Don't get upset: they're shooting at you with money after all.

But Junankar, a serial entrepreneur (OpenMobile, Retail IQ) gets heated about the imbalance between recruiters and employers, who have tools and software to make them more effective, and job seekers, who are out in the cold.

"The HR game has its own rules," he said. "People don't know the rules."

So, they send résumés that are missing the keywords needed for the job. An automated job filter zaps that résumé before any human eye sees it. This is the first problem FaceForward, a startup founded by Junankar and Marv Goldschmitt (Lotus, DecisionPath), intends to solve.

They are betting job hunters will pay about $20 a month to use a service that generates multiple résumés, each customized for a specific job listing, designed to emphasize keywords that get the applicant past those job filters. They're adding to that with a kind of productivity tool that reminds users when to follow up and suggests opportunities.

If FaceForward is successful at proving job hunters will pay for a service that puts job-finding tools in their hands, it will be a step forward in professional networking not unlike what LinkedIn did to Monster, when it added social networks and user-generated content to the online job board. (Veterans of Monster love to tell the tale of how Monster had a shot at buying LinkedIn, back when it was valued somewhere in the 8 figures.)

FaceForward has a long way to go. So far, they've got about 50 users in a closed beta.
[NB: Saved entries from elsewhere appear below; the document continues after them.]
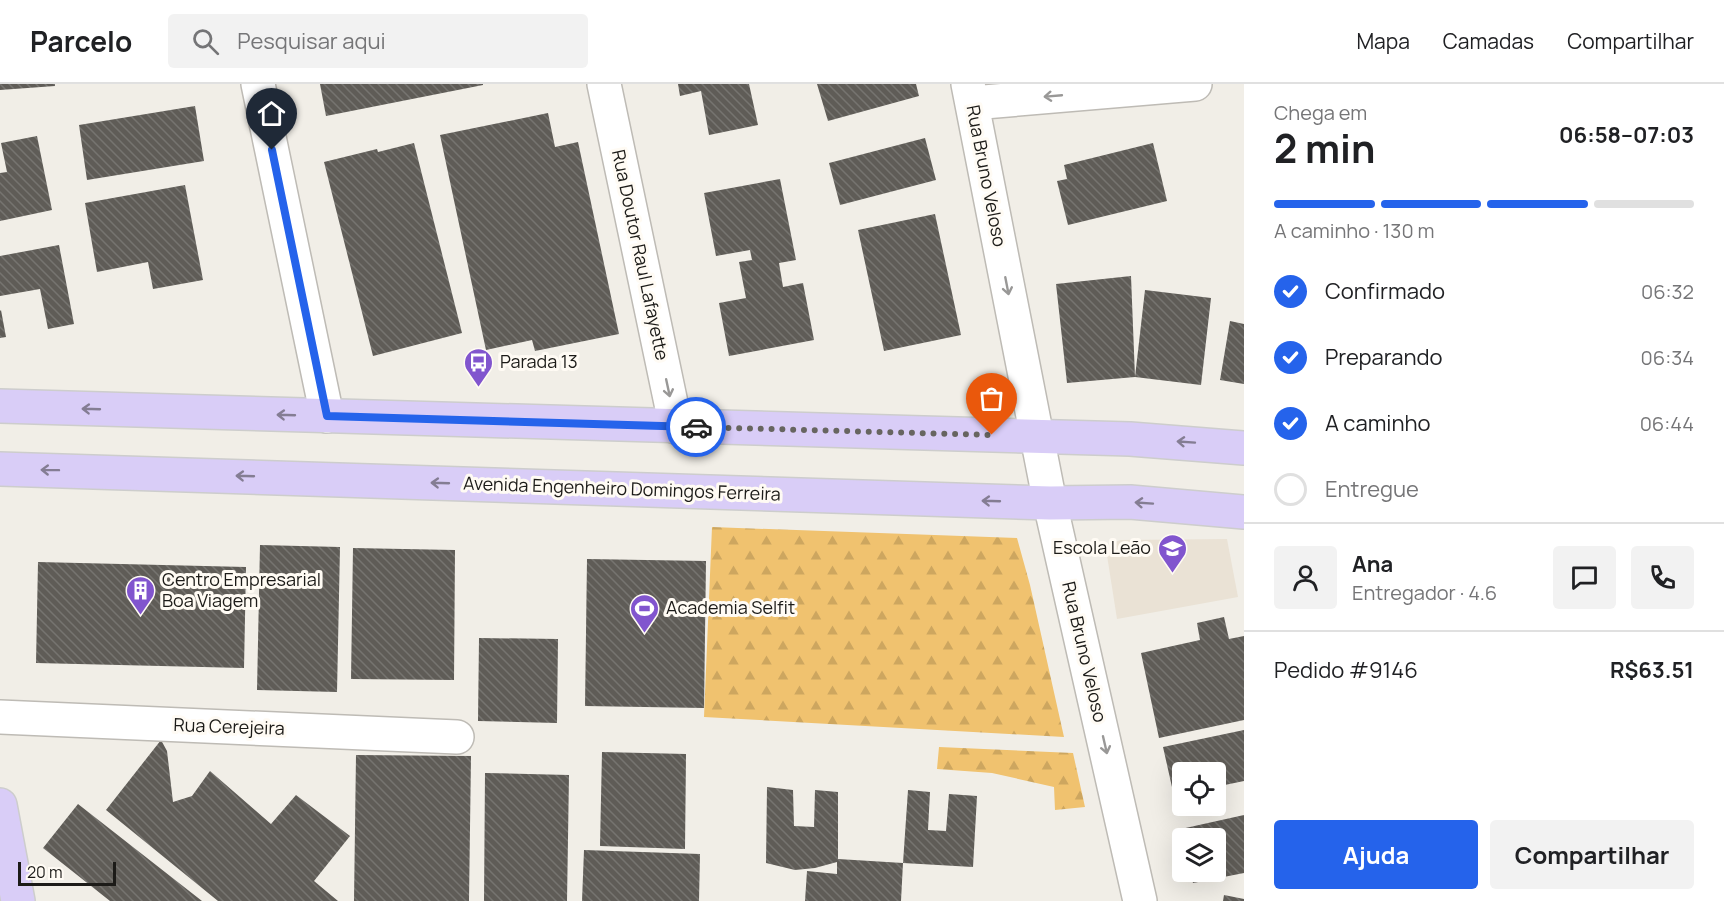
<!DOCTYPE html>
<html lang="pt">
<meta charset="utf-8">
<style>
:root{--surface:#fff;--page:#f2f2f2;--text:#202124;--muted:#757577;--line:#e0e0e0;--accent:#2563eb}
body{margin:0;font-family:Manrope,sans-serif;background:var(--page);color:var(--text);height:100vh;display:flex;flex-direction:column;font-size:22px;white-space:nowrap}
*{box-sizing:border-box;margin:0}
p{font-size:20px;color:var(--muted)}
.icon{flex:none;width:33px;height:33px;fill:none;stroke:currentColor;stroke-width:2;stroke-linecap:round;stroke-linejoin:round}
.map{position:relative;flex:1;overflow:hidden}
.details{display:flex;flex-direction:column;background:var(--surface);width:480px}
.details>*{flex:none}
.buttons{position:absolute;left:1172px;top:678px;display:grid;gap:12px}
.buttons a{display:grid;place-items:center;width:54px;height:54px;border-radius:6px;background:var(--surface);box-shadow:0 6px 24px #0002;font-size:30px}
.scale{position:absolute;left:18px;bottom:15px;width:98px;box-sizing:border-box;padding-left:6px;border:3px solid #1c1b18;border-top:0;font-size:16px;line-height:21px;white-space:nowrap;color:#1c1b18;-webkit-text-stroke:4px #fffbf4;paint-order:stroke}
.pin{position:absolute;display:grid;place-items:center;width:51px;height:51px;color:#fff;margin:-62px -26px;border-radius:50% 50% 50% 0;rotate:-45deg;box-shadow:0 0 6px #0007}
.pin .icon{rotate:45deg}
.courier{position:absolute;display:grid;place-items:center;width:60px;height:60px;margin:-30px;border:4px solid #2563eb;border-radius:50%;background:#fff;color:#222;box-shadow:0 2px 8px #0007}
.head em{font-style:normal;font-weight:700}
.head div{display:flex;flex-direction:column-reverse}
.head{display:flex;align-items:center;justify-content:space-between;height:102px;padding:0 30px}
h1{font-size:39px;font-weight:700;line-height:45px}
.bar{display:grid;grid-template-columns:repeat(4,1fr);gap:9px 6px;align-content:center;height:72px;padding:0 30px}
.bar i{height:8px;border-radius:4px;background:var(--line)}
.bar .selected{background:var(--accent)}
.bar p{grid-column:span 4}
.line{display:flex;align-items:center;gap:15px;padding:0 30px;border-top:2px solid var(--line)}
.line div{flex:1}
.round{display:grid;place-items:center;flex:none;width:63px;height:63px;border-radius:6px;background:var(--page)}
ol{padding:0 30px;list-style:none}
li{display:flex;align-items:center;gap:18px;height:66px}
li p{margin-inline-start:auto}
li .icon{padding:6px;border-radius:50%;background:var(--accent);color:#fff;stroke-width:4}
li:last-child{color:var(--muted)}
li i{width:33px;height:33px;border:3px solid var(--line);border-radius:50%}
.button{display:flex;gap:12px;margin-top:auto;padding:12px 30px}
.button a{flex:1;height:69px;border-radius:6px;background:var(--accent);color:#fff;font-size:24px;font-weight:700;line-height:69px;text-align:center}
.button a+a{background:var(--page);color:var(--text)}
header{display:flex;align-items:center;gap:36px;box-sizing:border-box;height:84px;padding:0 30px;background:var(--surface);border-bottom:2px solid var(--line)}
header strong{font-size:28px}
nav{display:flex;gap:33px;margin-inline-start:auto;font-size:21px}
.search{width:420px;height:54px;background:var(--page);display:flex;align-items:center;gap:15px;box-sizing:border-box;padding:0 21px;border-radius:6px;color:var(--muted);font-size:22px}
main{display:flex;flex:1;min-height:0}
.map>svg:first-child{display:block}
</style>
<header>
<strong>Parcelo</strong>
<div class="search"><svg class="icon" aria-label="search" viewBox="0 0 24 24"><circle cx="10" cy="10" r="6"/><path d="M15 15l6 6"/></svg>Pesquisar aqui</div>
<nav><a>Mapa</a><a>Camadas</a><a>Compartilhar</a></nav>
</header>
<main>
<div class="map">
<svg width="1244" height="817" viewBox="0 0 1244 817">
<defs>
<pattern id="forest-firs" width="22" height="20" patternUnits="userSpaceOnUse" patternTransform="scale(1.5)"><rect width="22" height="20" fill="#f0c26f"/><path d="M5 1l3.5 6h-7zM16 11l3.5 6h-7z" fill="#cda65f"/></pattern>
<pattern id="building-back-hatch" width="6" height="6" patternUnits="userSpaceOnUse" patternTransform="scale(1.5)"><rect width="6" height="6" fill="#5f5c57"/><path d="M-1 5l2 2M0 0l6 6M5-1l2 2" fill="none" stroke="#767470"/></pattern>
</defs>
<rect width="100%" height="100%" fill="#f1eee7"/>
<path fill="#eae2d5" d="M1227 455 1238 513 1117 535 1106 465 1111 459 1121 456Z"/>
<path fill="url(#forest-firs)" d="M712 443 1017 454 1030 501 1064 653 704 633Z
M939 663 1073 669 1085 723 1055 726 1054 703 992 689 937 685Z"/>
<path fill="url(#building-back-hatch)" d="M0 0H55V2L0 6Z
M320 0H483V1L326 32Z
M678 0H749L758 41 709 51 701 7 680 12Z
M817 0H916L919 12 828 37Z
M195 22 204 77 87 96 79 41Z
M548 29 555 63 578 58 619 250 535 267 532 256 486 266 440 51Z
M37 52 52 126 0 137V89L7 88 1 59Z
M925 54 936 96 840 121 829 79Z
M414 59 462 249 373 272 324 78 377 65 378 68Z
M1153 59 1167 117 1068 141 1057 97 1067 95 1064 81Z
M780 95 796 176 779 179 783 203 803 199 814 256 729 272 719 219 746 214 739 178 752 176 750 166 716 172 704 109Z
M185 101 203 196 153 205 148 178 97 188 85 119Z
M935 130 961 251 884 267 858 146Z
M59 161 74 240 48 245 40 205 0 212V172Z
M1131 192 1135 293 1145 206 1211 214 1201 301 1135 293 1067 299 1056 200Z
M1 226 6 253 0 254V227Z
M1230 237 1244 240V300L1220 296Z
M260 461 340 463 337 608 257 606Z
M353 464 455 466 454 596 351 595Z
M587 475 706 477 704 624 585 622Z
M38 478 246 483 244 584 36 579Z
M1224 533 1229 555 1244 552V636L1159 654 1141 569 1200 556 1197 539Z
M479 554 558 555 557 639 478 637Z
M1244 646V697L1215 703V688H1182V710L1174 712 1163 663Z
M161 656 167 667 173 718 192 712 210 687 271 740 296 711 350 752 314 797 338 817H218L106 726Z
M602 668 686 670 685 765 600 762Z
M356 671 471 672 469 817H354Z
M485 689 569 691 567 817H484Z
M767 703 793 706 794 742 814 743 815 706 838 708V775L903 779 901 817H805L807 787 837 790V778L815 784 795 786 766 779Z
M908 706 930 708 928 746 946 747 949 710 977 712 973 783 903 779Z
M78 720 202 817H110L43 764Z
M1244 731V789L1193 799 1190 788H1215V754H1183L1181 745Z
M584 766 700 770 699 817H582Z
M1224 811 1244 815V817H1223Z"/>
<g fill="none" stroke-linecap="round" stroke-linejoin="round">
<defs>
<path id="minor" d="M258 0 327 332
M604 0 676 343
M968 0 1050 419 1140 817
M972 19 1195 0
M0 633 457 653"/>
<path id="major" d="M0 322 1130 355 1244 364
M0 385 1050 419 1130 418 1244 428
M0 721 18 817"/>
</defs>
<use href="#minor" stroke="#bebbb5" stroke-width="36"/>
<use href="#major" stroke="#cdcdcc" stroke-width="36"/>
<use href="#minor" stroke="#fff" stroke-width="33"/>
<use href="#major" stroke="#d9cdf7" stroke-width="33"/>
</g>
<defs><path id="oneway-shaft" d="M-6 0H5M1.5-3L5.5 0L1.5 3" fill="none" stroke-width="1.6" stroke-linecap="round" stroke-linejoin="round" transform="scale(1.5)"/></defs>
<g stroke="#999897">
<use href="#oneway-shaft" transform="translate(1053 12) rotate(175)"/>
<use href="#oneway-shaft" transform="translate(1007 202) rotate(79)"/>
<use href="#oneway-shaft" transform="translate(668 304) rotate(78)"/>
<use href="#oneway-shaft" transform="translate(1105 661) rotate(77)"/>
</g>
<g stroke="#847d93">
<use href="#oneway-shaft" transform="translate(91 325) rotate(-178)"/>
<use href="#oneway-shaft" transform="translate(286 331) rotate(-178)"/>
<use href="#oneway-shaft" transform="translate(1186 358) rotate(-176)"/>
<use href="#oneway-shaft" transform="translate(50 386) rotate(-179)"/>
<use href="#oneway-shaft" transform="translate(245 392) rotate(-178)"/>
<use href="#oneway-shaft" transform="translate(440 399) rotate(-178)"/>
<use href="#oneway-shaft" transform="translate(991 417) rotate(-178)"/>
<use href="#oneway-shaft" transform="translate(1144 419) rotate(-176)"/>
</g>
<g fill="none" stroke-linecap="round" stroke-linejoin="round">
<path stroke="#676560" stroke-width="6" stroke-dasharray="0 10.8" d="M696 343 992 351"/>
<path stroke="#2563eb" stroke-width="8" d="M272 66 327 332 696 343"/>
</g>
<defs>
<symbol id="bus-pin" viewBox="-11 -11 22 30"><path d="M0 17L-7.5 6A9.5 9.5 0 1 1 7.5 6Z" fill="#8155ce" stroke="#fffbf4"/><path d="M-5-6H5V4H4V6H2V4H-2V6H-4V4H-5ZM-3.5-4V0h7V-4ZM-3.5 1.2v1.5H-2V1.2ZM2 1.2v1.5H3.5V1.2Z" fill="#fff"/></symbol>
<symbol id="school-pin" viewBox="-11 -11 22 30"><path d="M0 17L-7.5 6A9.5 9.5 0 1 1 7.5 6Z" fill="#8155ce" stroke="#fffbf4"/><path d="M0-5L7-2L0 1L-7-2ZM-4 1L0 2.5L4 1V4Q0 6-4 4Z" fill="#fff"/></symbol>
<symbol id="building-pin" viewBox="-11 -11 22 30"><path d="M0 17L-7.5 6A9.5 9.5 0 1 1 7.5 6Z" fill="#8155ce" stroke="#fffbf4"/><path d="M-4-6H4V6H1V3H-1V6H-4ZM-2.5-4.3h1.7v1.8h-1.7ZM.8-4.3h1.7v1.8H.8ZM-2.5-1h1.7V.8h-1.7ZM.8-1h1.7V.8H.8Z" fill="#fff"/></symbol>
<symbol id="stadium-pin" viewBox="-11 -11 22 30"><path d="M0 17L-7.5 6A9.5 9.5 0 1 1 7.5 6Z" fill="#8155ce" stroke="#fffbf4"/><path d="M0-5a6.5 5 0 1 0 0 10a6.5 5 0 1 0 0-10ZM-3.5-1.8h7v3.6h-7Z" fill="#fff"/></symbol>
</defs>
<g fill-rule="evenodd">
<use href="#bus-pin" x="462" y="262" width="33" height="45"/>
<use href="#school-pin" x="1156" y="448" width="33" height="45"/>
<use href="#building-pin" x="124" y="490" width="33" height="45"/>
<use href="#stadium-pin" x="628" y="508" width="33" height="45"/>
</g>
<g text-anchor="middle" stroke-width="6" stroke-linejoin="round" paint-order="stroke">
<g font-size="18" fill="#1c1b18" stroke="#fffbf4">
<text transform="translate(986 92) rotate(79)" y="6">Rua Bruno Veloso</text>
<text transform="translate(640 171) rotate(78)" y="6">Rua Doutor Raul Lafayette</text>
<text transform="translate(622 405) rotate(2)" y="6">Avenida Engenheiro Domingos Ferreira</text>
<text transform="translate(1084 568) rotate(77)" y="6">Rua Bruno Veloso</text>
<text transform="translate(229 643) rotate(2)" y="6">Rua Cerejeira</text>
</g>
<g font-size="18" fill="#1c1b18" stroke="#fffbf4" text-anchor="start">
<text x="500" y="284">Parada 13</text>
<text x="1151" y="470" text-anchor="end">Escola Leão</text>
<text x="162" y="502">Centro Empresarial<tspan x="162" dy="21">Boa Viagem</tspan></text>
<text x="666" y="530">Academia Selfit</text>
</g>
</g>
</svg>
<div class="buttons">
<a><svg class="icon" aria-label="locate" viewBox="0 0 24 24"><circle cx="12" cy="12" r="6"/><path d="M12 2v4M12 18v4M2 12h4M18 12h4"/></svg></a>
<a><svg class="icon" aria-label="layers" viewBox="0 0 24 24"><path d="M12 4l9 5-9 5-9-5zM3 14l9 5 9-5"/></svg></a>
</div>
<div class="scale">20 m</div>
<div class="pin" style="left:992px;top:351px;background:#ea580c"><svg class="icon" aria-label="bag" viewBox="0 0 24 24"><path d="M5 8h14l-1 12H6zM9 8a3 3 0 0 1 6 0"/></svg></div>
<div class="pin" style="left:272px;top:66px;background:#1f2937"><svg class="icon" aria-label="home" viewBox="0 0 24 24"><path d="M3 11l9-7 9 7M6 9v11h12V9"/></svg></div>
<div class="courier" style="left:696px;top:343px"><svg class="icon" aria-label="car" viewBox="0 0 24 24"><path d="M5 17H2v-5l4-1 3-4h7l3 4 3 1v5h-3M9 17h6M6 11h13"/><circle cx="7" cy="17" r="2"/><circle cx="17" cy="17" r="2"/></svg></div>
</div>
<section class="details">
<div class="head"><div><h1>2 min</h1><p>Chega em</p></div><em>06:58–07:03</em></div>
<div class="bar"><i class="selected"></i><i class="selected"></i><i class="selected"></i><i></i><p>A caminho · 130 m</p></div>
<ol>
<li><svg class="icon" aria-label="check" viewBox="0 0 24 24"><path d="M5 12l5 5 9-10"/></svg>Confirmado<p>06:32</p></li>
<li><svg class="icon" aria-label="check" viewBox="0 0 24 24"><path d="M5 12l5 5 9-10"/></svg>Preparando<p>06:34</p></li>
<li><svg class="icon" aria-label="check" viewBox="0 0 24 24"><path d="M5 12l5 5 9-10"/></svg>A caminho<p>06:44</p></li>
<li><i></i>Entregue</li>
</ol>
<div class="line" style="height:108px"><a class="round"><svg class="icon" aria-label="person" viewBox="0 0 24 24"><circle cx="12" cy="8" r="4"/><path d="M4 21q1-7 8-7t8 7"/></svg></a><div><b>Ana</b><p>Entregador · 4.6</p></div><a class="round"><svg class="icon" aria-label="chat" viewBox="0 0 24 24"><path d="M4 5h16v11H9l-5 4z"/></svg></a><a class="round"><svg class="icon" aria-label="phone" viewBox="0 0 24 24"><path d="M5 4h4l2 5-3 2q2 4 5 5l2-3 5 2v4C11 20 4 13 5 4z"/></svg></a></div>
<div class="line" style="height:78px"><div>Pedido #9146</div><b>R$63.51</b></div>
<div class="button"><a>Ajuda</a><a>Compartilhar</a></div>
</section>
</main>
According to Junankar, 100 percent of those users have said they would recommend the service. 78 percent have said they would pay for it. (That's not bad.) They're planning a wider beta in Q1 of 2016. They've started the company with a little of their own money, and are in the midst of raising a $1 million seed, starting with a $450,000 AngelList syndicate round on the BOSS Syndicate, led by PayPal's Max Metral.

When Junankar and Goldschmitt first got together to come up with a new startup, they talked out 23 different ideas.

"We wanted to find something that you could use your data for your own good," Junankar told me. They looked at family, health and jobs as categories before they settled on jobs and what would become a startup called FaceForward. "This was the 24th idea."